This message was too old and has been purged

[dirvine]

NUM_SIZE=32

A XOR B

for n=0 to n=32; 2^n * (((A/2^n) % 2) + (B/2^n) %2) %2)

Probably easier for me though to have written a for loop.



13YSCv8SLrBw27AdyRQY8adfsGa56viQcJ

[Evil-Knievel]

This message was too old and has been purged

[dirvine]

NUM_SIZE=32

A XOR B

for n=0 to n=32; 2^n * (((A/2^n) % 2) + (B/2^n) %2) %2)

Probably easier for me though to have written a for loop.

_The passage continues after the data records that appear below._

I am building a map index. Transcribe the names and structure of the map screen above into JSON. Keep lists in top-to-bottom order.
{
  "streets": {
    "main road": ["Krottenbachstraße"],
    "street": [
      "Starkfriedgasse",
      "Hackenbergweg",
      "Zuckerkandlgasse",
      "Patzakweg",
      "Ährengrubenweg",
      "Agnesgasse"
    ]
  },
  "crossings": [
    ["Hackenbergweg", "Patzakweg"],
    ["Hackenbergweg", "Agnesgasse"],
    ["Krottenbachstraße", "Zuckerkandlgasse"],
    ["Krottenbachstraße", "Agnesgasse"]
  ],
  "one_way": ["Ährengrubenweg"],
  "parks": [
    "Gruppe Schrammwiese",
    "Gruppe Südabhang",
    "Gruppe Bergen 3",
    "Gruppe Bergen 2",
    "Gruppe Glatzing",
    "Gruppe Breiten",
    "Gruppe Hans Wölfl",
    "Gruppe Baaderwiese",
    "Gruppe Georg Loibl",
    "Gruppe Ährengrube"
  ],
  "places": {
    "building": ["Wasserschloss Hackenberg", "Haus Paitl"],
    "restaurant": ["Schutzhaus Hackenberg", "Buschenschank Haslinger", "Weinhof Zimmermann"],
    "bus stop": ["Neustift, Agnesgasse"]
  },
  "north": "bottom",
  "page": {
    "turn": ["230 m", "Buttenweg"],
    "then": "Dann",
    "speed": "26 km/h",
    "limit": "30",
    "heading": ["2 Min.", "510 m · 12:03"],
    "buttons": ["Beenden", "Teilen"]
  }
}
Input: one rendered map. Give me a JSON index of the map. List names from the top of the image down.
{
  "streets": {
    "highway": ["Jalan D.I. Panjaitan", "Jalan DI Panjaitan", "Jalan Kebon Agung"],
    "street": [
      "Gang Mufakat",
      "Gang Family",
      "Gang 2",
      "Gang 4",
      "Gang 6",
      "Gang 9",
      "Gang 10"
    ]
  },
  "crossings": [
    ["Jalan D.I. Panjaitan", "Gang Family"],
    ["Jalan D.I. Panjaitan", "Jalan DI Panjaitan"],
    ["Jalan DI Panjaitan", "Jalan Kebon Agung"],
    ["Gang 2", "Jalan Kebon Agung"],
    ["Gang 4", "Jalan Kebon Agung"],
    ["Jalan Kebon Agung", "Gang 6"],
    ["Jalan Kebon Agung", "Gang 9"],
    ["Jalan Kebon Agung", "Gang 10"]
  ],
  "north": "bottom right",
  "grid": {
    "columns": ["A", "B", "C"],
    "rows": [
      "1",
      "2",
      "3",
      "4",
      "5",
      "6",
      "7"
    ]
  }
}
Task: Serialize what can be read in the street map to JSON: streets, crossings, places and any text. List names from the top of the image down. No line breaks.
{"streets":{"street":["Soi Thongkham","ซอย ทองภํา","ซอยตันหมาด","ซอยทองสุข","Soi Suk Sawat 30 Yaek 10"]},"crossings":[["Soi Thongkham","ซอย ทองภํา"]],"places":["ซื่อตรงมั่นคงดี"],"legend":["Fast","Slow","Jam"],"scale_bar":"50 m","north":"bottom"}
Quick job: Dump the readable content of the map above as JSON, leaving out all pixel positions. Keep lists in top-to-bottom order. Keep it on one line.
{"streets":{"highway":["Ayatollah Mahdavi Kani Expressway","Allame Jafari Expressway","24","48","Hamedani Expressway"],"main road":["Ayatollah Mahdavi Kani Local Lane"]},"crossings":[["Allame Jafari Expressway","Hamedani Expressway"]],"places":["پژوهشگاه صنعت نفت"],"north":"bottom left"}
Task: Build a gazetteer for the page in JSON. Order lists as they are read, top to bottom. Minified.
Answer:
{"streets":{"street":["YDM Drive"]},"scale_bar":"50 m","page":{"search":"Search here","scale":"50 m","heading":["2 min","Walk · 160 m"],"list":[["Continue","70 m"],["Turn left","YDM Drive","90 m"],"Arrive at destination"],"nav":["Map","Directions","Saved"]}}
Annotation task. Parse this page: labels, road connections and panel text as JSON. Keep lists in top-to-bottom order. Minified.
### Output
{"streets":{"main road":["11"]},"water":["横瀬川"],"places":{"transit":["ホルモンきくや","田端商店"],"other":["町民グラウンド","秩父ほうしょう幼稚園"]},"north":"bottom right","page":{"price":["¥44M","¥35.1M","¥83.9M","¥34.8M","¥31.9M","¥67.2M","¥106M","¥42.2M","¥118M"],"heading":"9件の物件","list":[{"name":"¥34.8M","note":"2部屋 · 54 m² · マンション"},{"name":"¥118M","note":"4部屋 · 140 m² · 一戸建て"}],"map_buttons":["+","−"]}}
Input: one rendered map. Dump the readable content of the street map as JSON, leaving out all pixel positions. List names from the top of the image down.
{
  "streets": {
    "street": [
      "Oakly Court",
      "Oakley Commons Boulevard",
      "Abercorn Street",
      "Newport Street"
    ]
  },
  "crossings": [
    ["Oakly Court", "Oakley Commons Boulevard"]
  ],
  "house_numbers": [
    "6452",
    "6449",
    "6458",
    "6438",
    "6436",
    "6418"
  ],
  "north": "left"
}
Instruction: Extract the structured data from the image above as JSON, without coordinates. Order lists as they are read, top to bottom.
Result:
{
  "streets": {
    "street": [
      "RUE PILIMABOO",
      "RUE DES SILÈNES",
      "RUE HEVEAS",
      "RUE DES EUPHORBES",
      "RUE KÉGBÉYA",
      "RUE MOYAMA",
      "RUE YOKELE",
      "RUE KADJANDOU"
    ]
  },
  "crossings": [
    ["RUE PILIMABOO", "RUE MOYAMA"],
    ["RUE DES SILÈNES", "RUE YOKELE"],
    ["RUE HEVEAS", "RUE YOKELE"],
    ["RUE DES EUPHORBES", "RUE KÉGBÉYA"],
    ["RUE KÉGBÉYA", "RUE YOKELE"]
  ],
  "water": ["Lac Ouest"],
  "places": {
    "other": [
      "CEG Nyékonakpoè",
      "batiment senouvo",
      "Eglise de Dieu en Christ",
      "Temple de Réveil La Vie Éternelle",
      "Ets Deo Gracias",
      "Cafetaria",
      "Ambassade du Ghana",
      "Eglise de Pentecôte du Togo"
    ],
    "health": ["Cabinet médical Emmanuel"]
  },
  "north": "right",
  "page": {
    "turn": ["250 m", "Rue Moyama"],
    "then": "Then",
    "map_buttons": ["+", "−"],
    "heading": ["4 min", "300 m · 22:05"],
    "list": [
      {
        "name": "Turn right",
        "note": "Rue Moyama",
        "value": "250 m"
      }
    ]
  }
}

13YSCv8SLrBw27AdyRQY8adfsGa56viQcJ

Hey, thanks for your answer and your intrest. However a purely arithmetic solution is search. The for loop actually is more than just maths which prevents it from putting the formula into a CAS to process it any further. Also only modulus 2^32-1 is allowed ... unfortunately there is a mod 2 in your equation.

But this idea is pretty good, I hope you come up with a pure mathematical/algebraic representation soon.  

Yes I spotted the mod statement and also signed numbers too after posting. I will have a wee think now :-) cheers for the question it's pretty cool.

[niniyo]

How is this?

Sum from n = 1 to 32:
  (((a mod 2^n) / 2^(n-1)) * 2^(n-1)) + (((b mod 2^n) / 2^(n-1)) * 2^(n-1))

I don't quite understand what you mean about only being able to use modulus 2^32-1?  Isn't 2^32-1 the maximum number, so anything mod that would just give the same number back?

[Evil-Knievel]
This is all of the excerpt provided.